Our Standard

Our Standard

There was a day when men were not worried if weights and measures were only approximate. The inch was the measure of the large joint of the king's thumb. The foot was the length of the royal foot and the yard was the distance between the king's nose when he was looking straight front, and the end of his thumb when his arm was extended to the side.

Of course these standards are now much more exact than they used to be. In 1926, when Mr. John E. Sears was the leading British authority on metrology, he reported to the Royal Institute of Great Britain that the standard yard of Queen Elizabeth's reign had still been in use as the standard in 1824. During the interval it had been broken and "crudely repaired by dowelling and binding the two pieces together with two strips of sheet brass and copper wire." This is enough to make any self-respecting scientist's hair turn!

Is it not astonishing then, that when men are willing to spend vast sums of money and great time and energy to measure the millionth part of the width of a hair, that they are so lax in their desire for moral and spiritual measure? Yet God has given us standards more exact than any yet devised by man. The Book and the Man do not vary the decillionth part of a millimeter in their unchanging standards.

Do you wish to know what God requires of you? The law will measure you to show how far short you fall. Do you want to learn what God's possibility of manhood really is? The matchless Lord Jesus will reveal every shade of this perfection. Do you want to know the cost of bridging the distance between your fallen heart and the white holiness of God? The cross will measure it to the last infinite cent. Do you want to know the speed with which God can bring you from the infinite depth of sin to the infinite height of the glorious position of the sons of God? The justifying grace of the loving Father can be the measure of that infinitesimal moment that brings you out of death and into life.

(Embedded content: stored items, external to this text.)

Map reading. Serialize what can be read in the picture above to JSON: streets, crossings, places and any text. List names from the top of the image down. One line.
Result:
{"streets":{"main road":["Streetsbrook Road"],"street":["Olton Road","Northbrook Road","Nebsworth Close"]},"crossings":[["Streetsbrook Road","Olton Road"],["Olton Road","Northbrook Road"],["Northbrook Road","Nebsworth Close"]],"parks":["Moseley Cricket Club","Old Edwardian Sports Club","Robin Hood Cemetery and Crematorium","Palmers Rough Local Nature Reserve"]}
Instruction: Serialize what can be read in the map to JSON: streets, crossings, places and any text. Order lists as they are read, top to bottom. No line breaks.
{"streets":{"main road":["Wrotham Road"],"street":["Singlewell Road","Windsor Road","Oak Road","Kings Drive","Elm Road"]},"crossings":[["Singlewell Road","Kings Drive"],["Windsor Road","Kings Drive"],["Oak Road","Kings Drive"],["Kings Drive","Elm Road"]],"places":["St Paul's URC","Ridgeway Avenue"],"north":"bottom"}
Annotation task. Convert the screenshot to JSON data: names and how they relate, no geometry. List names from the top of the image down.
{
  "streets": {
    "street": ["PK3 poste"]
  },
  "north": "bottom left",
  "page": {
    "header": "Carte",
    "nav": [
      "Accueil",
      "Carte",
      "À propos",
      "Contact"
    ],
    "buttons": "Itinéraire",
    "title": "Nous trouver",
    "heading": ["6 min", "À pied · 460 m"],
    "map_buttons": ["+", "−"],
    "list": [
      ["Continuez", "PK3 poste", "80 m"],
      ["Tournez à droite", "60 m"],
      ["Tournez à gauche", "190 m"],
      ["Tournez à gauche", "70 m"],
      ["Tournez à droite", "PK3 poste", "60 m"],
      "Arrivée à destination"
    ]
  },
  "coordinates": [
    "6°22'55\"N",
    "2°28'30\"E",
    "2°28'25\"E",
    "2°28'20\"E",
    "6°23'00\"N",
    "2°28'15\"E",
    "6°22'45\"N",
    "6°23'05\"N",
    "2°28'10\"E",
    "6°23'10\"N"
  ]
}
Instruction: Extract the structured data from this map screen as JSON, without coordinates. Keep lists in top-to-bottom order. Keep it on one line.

It took an expedition of French scientists more than a year to find the length of the meter. They described it as one forty-millionth of the earth's circumference measured on the equator at sea level. When they returned to Paris with their results, they were challenged by some scientists who said that the meter could not be exact because of contraction due to the change of temperature, and by others who said that the equator was a circle, and a section of an arc could not be as exact as the section of a straight line.

No one can question our divine measures, however, for Christ never faileth: "but whether there be prophecies, they shall fail; whether there be tongues, they shall cease; whether there be knowledge, it shall vanish away . . . And now abideth faith, hope," . . . and Christ, but the greatest of these is Christ. His expedition to earth to confirm the divine measures can never be called into question.

1. If the scriptures are to illustrate how great my sin is and how great Christ is, how should we come to the book of Leviticus or Deuteronomy?
2. If God’s standards are so precise and perfect how than are we to implement the Law, commands, standards, and precepts of the Lord into all of our lives?
3. Is there any area that we should omit this standard?